Sports’ biggest rivalry: Analytics vs. data haters (or, five reasons why folks like to see the Oakland A’s lose)

They aren't jumping for data! ESPN's coverage of yet another A's playoff loss
They aren’t jumping for data! ESPN’s coverage of yet another A’s playoff loss

The concept of Moneyball is so simple and self-evident that it should never be controversial. Don’t overpay for things; and it’s possible you do, and haven’t realized it yet, because of the way you value things.   In baseball: Maybe it’s better to have two decent platoon players cover third base duties than Alex Rodriguez at $22 million a year. In your life: Maybe try Netflix instead of that $300-a-month cable bill. Where’s the disagreement?

You know, go bargain hunting. Find hidden gems.

Yet every fall, when the Oakland A’s are eliminated from the playoffs after a solid season when they don’t win the World Series, Moneyball faces yet another trial of public opinion.  Analytics aficionados close their spreadsheets and wander off muttering about random chance and how stupid the rest of the world is. “See, the A’s should have bunted more,” yell the gleeful data haters in response.

What fascinates me is the hatred, ire, and derision that accompanies this annual dance.  If you ask me, Moneyball vs. Data Hater is now the biggest rivalry in sports, easily surpassing Yankees-Red Sox (Did you see their seasons?).  Why?

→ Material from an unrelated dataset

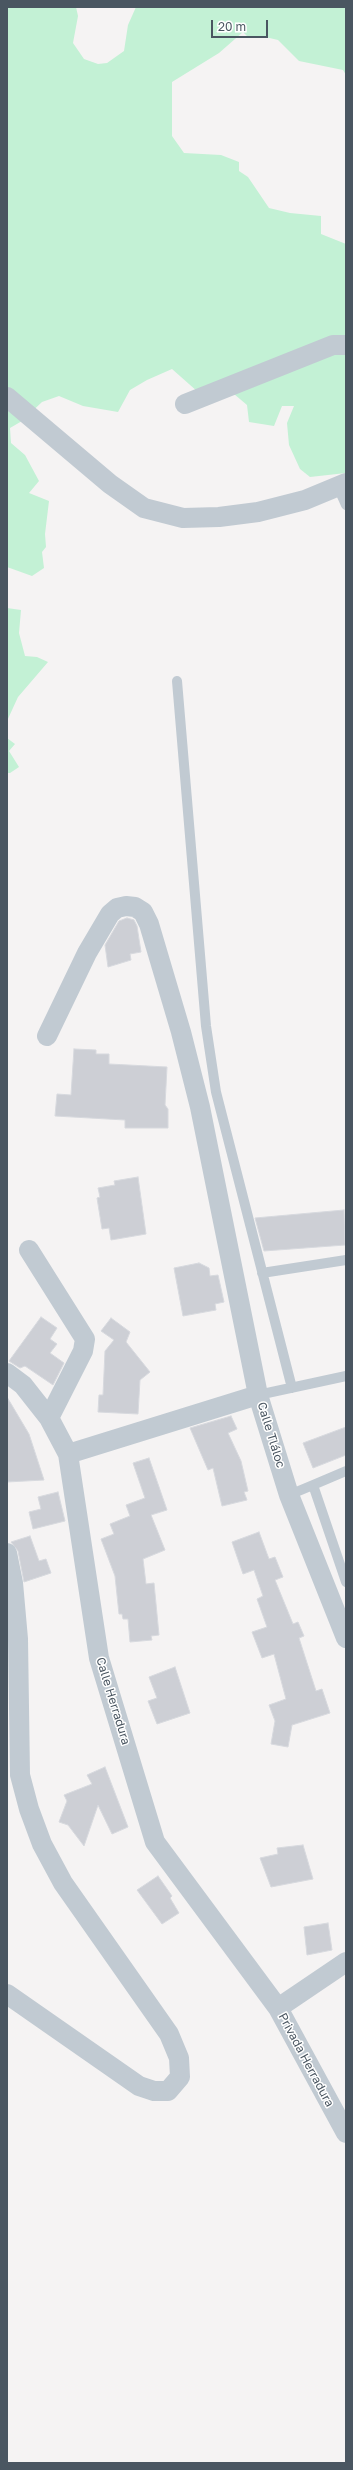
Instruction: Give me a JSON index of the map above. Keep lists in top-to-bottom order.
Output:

I’m going to suggest five reasons.

1. False binaries. Talk to any manager worth his or her salt — in baseball or business — and they’ll tell you judging employees is a really hard job. Some of them want to pass the work off to spreadsheets and other data-driven tools. That’s folly, of course.  People’s productivity is a combination of tangible and intangible results.   Of course, we should measure how many widgets someone makes, or how many sales they close, or how many stories they write.  But there are 1,000s of other, more subtle ways people can contribute to a team.

It feels like the high priests of Moneyball hate this idea.  There’s no cell in a spreadsheet for intangibles, therefore they reject the notion. In fact, they giggle at it, as if someone had just argued the world is flat.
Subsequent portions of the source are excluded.